To generate target blocks in I-JEPA, the input image y is converted into a sequence of non-overlapping patches. These patches are then fed into the target encoder to obtain the corresponding patch-level representations. Once the patch-level representations are obtained, M blocks are randomly sampled (might be overlapping) for loss computation. It’s important to note that the target blocks are derived from the output of the target encoder, which consists of representations, rather than directly from the input image. This ensures that the model focuses on the learned representations when computing the loss, promoting the optimization of meaningful semantic features rather than pixel-level details.

It’s time for prediction

The prediction process in I-JEPA is straightforward yet effective. It involves taking the output of the context encoder and using a mask token for each patch that needs to be predicted. The model then generates patch-level predictions for the various target blocks. The mask tokens are parameterized by a shared learnable vector, which is enhanced with positional embeddings to capture spatial information. In essence, this process is repeated M times, corresponding to the number of target blocks, ensuring that predictions are made for each specific block.

Loss: The loss is simply the average L2 distance between the predicted patch-level representations and the target patch-level representation.

Why it works?

In I-JEPA, the key objective is to predict the representations of various target blocks based on the context representation. For this prediction process to be successful, it is crucial that the context representation contains sufficient information and is informative enough for the predictor to generate accurate predictions for the target blocks. In other words, the encoder must be optimized to generate strong representations.

The parameters of the predictor and context encoder are learned through gradient-based optimization, while the parameters of the target encoder are updated via an exponential moving average (EMA) of the context-encoder parameters due to its previous success.

Results

One crucial aspect that I focused on while reading this paper was whether the increase in performance came at the expense of efficiency.
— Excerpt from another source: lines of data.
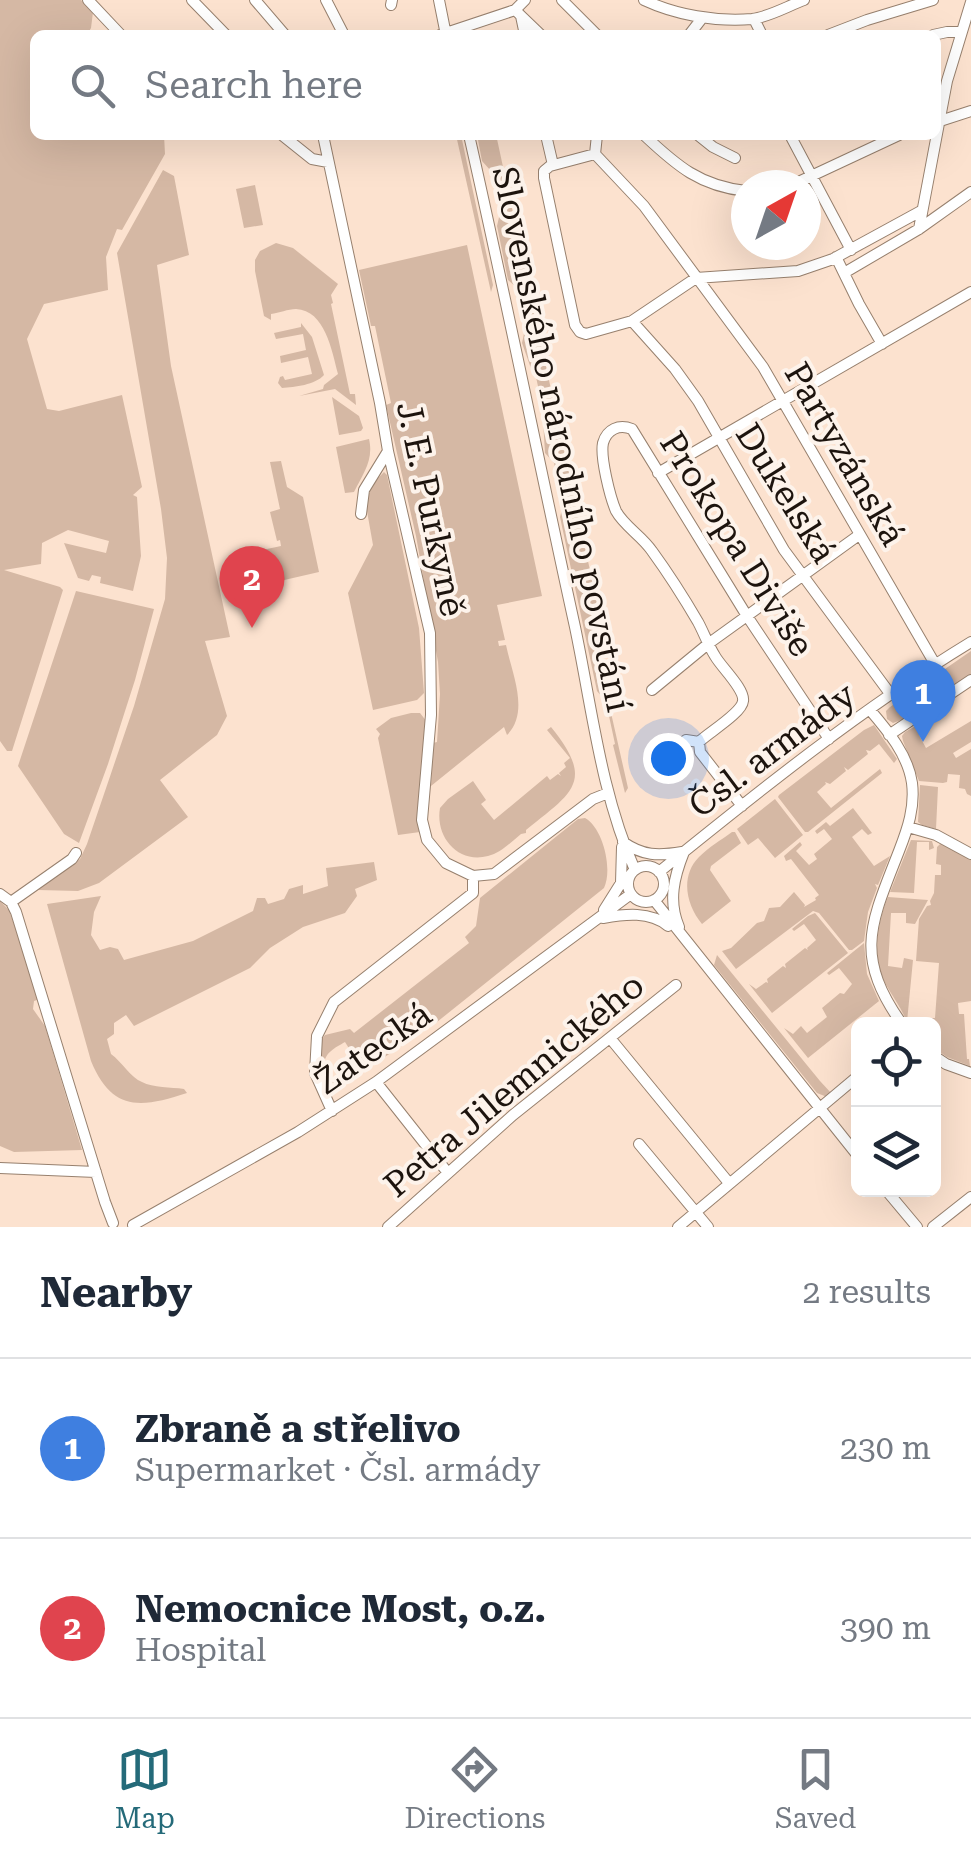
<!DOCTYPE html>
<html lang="en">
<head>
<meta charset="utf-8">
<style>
  body { margin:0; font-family:"Roboto Serif",serif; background:#f6f6f7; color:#1f2937 }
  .controls { position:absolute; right:30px; bottom:30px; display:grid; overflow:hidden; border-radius:15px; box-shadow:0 10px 40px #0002 }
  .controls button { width:90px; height:90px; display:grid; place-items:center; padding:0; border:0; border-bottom:2px solid #e0e1e3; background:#fff; color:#1f2937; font:50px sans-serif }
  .compass { position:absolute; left:731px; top:170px; width:90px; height:90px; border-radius:50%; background:#fff; box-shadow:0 10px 40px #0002; rotate:40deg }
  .you { position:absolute; left:668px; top:758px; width:35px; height:35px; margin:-25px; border:8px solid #fff; border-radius:50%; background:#1a73e8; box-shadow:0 0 0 15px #1a73e833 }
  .badge { display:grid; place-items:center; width:65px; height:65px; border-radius:50%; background:#246a79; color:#fff; font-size:32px; font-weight:700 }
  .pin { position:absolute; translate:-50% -82px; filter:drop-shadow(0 2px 5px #0008) }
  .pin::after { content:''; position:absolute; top:52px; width:35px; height:30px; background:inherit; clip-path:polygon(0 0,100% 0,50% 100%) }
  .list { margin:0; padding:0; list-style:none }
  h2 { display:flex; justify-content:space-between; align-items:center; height:130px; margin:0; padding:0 40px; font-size:42px }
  h2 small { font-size:32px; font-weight:400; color:#747a83 }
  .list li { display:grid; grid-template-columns:65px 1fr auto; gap:30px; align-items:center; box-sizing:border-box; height:180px; padding:0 40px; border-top:2px solid #e0e1e3 }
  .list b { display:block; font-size:38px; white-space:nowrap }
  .list p { margin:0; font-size:32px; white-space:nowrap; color:#747a83 }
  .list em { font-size:32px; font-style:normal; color:#747a83 }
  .icon { flex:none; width:55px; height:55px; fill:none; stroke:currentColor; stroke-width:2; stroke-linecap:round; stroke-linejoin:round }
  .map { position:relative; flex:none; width:971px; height:1227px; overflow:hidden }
  .search { position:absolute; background:#fff; box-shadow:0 10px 40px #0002; left:30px; right:30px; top:30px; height:110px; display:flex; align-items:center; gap:25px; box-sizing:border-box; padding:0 35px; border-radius:15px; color:#747a83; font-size:38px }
  .sheet { height:490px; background:#fff }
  nav { display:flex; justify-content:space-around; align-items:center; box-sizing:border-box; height:140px; border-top:2px solid #e0e1e3; background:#fff; font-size:28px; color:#747a83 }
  nav a { display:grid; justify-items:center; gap:5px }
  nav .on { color:#246a79 }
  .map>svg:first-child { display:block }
</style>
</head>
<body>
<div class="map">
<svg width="971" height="1227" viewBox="0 0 971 1227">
  <rect width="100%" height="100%" fill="#fce2cf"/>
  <!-- green -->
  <path fill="#d5b8a4" d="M 0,0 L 81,0 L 93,12 L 91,28 L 87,35 L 35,35 L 35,135 L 164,135 L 165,154 L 122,230 L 117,229 L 106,257 L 108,290 L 44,304 L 27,339 L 47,409 L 59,411 L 122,395 L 142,487 L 133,495 L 137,497 L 141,556 L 133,591 L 100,583 L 101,577 L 92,575 L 89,581 L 78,578 L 64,543 L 106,553 L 109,541 L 68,530 L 42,543 L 41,564 L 4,570 L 60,587 L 63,590 L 12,751 L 7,751 L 0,741 Z
    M 456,135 L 461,135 L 493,285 L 491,292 Z
    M 494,137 L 497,139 L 602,626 L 602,673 L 628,788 L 625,793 L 613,745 L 615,744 L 606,702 L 597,691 L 560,517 L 563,505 L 554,463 L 545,453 L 543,420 L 545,419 L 536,377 L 534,377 L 522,343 L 525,329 L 516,287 L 508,280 L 497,226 L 500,213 L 491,171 L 482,161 L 478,140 Z
    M 163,170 L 174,176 L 189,255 L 157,265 L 171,366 L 230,637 L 205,641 L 227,716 L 217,735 L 160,780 L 188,817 L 99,883 L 78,891 L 38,890 L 80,859 L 87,844 L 134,706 L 165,599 L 167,558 L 161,509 L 117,253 Z
    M 255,185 L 263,225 L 244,228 L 236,189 Z
    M 276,243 L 293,248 L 338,284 L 331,295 L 333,303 L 331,304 L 350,394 L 355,394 L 356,405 L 335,389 L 299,396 L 323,389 L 324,385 L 338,374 C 332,351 325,310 296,309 C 288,309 279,313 271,314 L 271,320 L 264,316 L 255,271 L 255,260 L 260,251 Z
    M 467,245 L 542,596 L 497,605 L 505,640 L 498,641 L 499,646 L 506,645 C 512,674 530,712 507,735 L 504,727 L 431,786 L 433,743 L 437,742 L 440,694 L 438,662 L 416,536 L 386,405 L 391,403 L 375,326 L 371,326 L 359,270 Z
    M 301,323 L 312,337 L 324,375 C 315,385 295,387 282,388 L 278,383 L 280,377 L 283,376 L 285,380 L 312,374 L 308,357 L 281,363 L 280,356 L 306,350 L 303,334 L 276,339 L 274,333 L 301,327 Z
    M 332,397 L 359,416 L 363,428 L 361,431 L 339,435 Z
    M 369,439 C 374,460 363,474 354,492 L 345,493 L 336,447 Z
    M 281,461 L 287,487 L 303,497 L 319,572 L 254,587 L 252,590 L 244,554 L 281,546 L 280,540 L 277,541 L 270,512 L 280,509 L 270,462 Z
    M 384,472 L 387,475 L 419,628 L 424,693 L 417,700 L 373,710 L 348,593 L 373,545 L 365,500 L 376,476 L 379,477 Z
    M 76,591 L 154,609 L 135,680 L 108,764 L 79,843 L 64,834 L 18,766 Z
    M 971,651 L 971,677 L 904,719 L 893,723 L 887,719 L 886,711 L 890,707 Z
    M 411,713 L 420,713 L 427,722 L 420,832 L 398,835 L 378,738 L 380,734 L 376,729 L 391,718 Z
    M 971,721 L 971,742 L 953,753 L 956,758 L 971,749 L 971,796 L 967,794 L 965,789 L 959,788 L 960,775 L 948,774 L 947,782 L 943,783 L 919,781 L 903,741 L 902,736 L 905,732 L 921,723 L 925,731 L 919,735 L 926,748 Z
    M 874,725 L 897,759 L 894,763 L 879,744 L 870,751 L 866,750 L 868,754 L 848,770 L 844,767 L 846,771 L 830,784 L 825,782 L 826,784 L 817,792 L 831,808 L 880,769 L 882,773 L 808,832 L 805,832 L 778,797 L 779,795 L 864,730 Z
    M 551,727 C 596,782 572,793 526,830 L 526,833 L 521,834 C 511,842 501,853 488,856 C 457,864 435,836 440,808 L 448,799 L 473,781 L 486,800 L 481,804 L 494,820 L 547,776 L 550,780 L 558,774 L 561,776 L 559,773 L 566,767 L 564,763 L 570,758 L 547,730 Z
    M 920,785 L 938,787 L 936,829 L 922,825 L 918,822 Z
    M 775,799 L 803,835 L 775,858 L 758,838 L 748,845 L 737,829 Z
    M 853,808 L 872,833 L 868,835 L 862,829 L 852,837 L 874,866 L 890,856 L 878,885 L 875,884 L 877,888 L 868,912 L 864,941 L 852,950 L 849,950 L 819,913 L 813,911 L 736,969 L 722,951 L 731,948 L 757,923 L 764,921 L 769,908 L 780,907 L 794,892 L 805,905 L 804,907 L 816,900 L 815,898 L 819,895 L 791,859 L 786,861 L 784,856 L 800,842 L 802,845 L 796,851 L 809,865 L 817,859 L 814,854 L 832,839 L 824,829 L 817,834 L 815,831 L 826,822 L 830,826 Z
    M 585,818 C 603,828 613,869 604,888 L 437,1022 L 343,1085 L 343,1079 L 360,1066 L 345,1042 C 335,1048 325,1052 324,1065 L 338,1089 L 328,1092 L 320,1066 L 322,1039 L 325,1035 L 350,1029 L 354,1033 L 469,943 L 465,937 L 476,926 L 480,898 L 578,819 Z
    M 732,832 L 735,832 L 741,843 L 711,866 L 710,870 L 731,901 L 702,924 C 686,905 680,876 699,857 C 709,847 721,840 732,832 Z
    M 911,840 L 932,841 L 934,848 L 929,850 L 929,842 L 917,842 L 914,893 L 890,892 Z
    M 942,842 L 971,859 L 971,1001 L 958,1003 L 959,1014 L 964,1014 L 967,1059 L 969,1059 L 970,1066 L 947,1057 L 934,1048 L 934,1024 L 928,1024 L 931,1018 L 935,1018 L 939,963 L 916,961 L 919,919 L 927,906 L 931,905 L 930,901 L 934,893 L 935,875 L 941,875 L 941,865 L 936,864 L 937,847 Z
    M 374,862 L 377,880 L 355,889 L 357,896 L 345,913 L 303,927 L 270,948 L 250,968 L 134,1026 L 126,1015 L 114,1023 L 114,1034 L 107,1039 L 111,1054 C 122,1062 131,1078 142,1082 C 153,1088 171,1087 184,1089 L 187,1093 C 141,1108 112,1112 91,1061 L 47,904 L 101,896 L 94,912 L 91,935 L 100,950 L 110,947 L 118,949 L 124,960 L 193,941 L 253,911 L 257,898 L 265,898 L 268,904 L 284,899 L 289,889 L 303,885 L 303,894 L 328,886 L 326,868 Z
    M 888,897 L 928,900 L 915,924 L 906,923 L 906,913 L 891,913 L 888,966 L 902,968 L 904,958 L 913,960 L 907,1022 C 902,1009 891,994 885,983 C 872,957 877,923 888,897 Z
    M 0,901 L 9,910 L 40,999 L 34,1001 L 33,1009 L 45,1026 L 82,1150 L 14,1152 L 0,1146 Z
    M 815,913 L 848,953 L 772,1013 L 749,984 L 756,989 L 766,982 L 768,983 L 767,979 L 783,966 L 786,968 L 785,964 L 805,948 L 808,950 L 807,948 L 816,940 L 804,924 L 794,931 L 792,929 L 808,916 Z
    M 864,943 L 867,974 L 879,1001 L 808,1058 L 784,1028 L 793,1034 L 801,1026 L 807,1033 L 827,1017 L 822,1008 L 840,993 L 844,994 L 852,984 L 839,968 L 829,975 L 827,973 Z
    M 717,955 L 820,1081 L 832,1094 L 827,1097 L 817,1093 L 714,965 Z"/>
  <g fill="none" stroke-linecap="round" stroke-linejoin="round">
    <!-- minor casing -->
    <g stroke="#97806e" stroke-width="12">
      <path id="minor" d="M 88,0 L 121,35
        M 192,0 L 226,35
        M 255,0 L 285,35
        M 326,0 L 344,35
        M 439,0 L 446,35
        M 562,0 L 597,35
        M 644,0 C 676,15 716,22 752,19 C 769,17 788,6 804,0
        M 391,5 L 392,0
        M 515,10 L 541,35
        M 521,16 L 525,35
        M 754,19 L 762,35
        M 440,35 L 515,10 L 525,0
        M 689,35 L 703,17
        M 828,35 L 867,20 L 933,0
        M 933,35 L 947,32 L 961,32
        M 937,122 L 971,111
        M 282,135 L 312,159 L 328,162
        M 323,135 L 380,403 L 388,451 L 430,633 L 431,715 L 422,820 L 427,840 L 446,863 L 473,876 L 494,874 L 593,799 L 608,793
        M 469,135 C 506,298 539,463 575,627 C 592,708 601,794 635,870
        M 546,135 L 553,165
        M 597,135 L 595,154 L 644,206 L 763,367 L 935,664
        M 644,135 C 677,166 700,186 746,191
        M 698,135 L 713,147 L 735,158
        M 790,135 L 851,250
        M 595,154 L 550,166 L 544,171 L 544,178 L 575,325 L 580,332 L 586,334 L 632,321 L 696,278 L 798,271 L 833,259 L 921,211
        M 792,185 L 899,135
        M 919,229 L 947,81 L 971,2
        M 836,257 L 859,304 L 882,344
        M 844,273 L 919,229 L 971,192
        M 632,321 L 675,369 L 698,401 L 784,550 L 891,695
        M 658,473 L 971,292
        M 361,514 L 364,490 L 388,451
        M 652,690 L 708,644 L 859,535
        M 870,710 C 888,731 908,755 912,783 C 915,807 908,828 899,851 C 871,923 853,955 902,1024
        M 889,735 L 971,680
        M 699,742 L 700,752 L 742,806
        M 674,749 L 686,740 L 699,742 C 708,733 742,713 743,701 C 745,689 721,667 715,656 C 708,645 704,633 698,622 C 684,598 668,573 652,551 C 642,536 624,526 616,511 C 610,497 600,457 603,443 C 607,429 619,424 632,429 L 747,616 L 829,739
        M 908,827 L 936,835 L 971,854
        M 623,842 C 643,856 658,856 682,852
        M628 884a18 18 0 1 1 36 0a18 18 0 1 1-36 0Z
        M 659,872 C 759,791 861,709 971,642
        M 0,894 L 11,902 L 16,912 L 105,1202 L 113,1223
        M 654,900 L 858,1156
        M 11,902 L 72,859 L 76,853
        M 604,910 L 621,883 L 622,847
        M 603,918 C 625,914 650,911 668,926
        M 679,927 C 668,901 674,877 684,852
        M 610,1038 L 729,1183
        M 934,1056 L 946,1064 L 971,1073
        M 376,1082 L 448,1173
        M 332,1111 L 315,1073 L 317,1036 L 334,1002 L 473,893 L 473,876
        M 639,1144 L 708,1227
        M 0,1168 L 96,1172
        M 886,1190 L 917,1227
        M 133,1225 L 298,1132 L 376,1082 L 631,894
        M 388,1227 L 513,1115 L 676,985
        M 678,1227 L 858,1076
        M 933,1227 L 971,1197"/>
    </g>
    <!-- minor -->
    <use href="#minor" stroke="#fff" stroke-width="10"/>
  </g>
  <g text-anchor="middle" stroke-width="8" stroke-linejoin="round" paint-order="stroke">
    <!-- street labels -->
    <g font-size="35" fill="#1d140e" stroke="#fdf3eb">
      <text transform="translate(562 439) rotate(78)" y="12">Slovenského národního povstání</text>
      <text transform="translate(845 454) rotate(60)" y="12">Partyzánská</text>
      <text transform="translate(786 493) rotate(58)" y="12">Dukelská</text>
      <text transform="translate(431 509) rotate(78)" y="12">J. E. Purkyně</text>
      <text transform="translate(737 544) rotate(58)" y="12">Prokopa Diviše</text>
      <text transform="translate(772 750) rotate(-37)" y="12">Čsl. armády</text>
      <text transform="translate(373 1048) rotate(-35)" y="12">Žatecká</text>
      <text transform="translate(514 1085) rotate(-40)" y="12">Petra Jilemnického</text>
    </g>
  </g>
</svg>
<div class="controls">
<button><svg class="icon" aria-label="locate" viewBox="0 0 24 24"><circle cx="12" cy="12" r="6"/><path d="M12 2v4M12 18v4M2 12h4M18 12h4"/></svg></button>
<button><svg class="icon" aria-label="layers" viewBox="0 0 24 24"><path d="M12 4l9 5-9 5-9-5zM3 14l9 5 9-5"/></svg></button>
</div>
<svg class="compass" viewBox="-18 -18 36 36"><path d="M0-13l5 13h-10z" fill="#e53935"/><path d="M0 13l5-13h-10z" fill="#747a83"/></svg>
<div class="you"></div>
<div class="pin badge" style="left:923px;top:742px;background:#3f7fe0">1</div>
<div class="pin badge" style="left:252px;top:628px;background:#e0444e">2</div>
<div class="search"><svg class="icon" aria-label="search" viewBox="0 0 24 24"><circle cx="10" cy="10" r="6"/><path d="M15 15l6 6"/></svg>Search here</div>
</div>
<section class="sheet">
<h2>Nearby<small>2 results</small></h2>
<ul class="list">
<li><span class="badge" style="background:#3f7fe0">1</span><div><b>Zbraně a střelivo</b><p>Supermarket · Čsl. armády</p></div><em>230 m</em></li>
<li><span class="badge" style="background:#e0444e">2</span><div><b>Nemocnice Most, o.z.</b><p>Hospital</p></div><em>390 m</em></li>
</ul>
</section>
<nav>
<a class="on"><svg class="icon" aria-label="map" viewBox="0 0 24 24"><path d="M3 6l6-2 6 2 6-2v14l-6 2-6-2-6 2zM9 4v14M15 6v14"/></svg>Map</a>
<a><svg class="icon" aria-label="directions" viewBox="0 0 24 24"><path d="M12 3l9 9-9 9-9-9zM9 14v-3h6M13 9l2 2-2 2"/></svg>Directions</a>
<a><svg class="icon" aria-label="saved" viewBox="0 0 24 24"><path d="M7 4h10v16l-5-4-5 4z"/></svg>Saved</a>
</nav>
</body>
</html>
However, the results of this approach demonstrate that it achieves a remarkable balance between scalability and accuracy, surpassing previous methods in terms of scalability. Below is the result of Linear-evaluation on ImageNet-1k. Result on other task such as object counting and depth prediction to proves its effectiveness in effectively captures low-level image features during pretraining. “Comparison between applying loss in pixel-space versus representation space.”

Conclusion

In conclusion, this paper introduces a straightforward yet effective approach to learn semantic information without the need for manual data augmentations. The concept of prediction in the representation space is demonstrated, showcasing its superiority over pixel-space prediction, as the latter tends to capture finer pixel-level details that may introduce irrelevant information to the models. Notably, the scalability of this approach is particularly impressive, requiring less computational resources compared to previous methods while achieving state-of-the-art performance.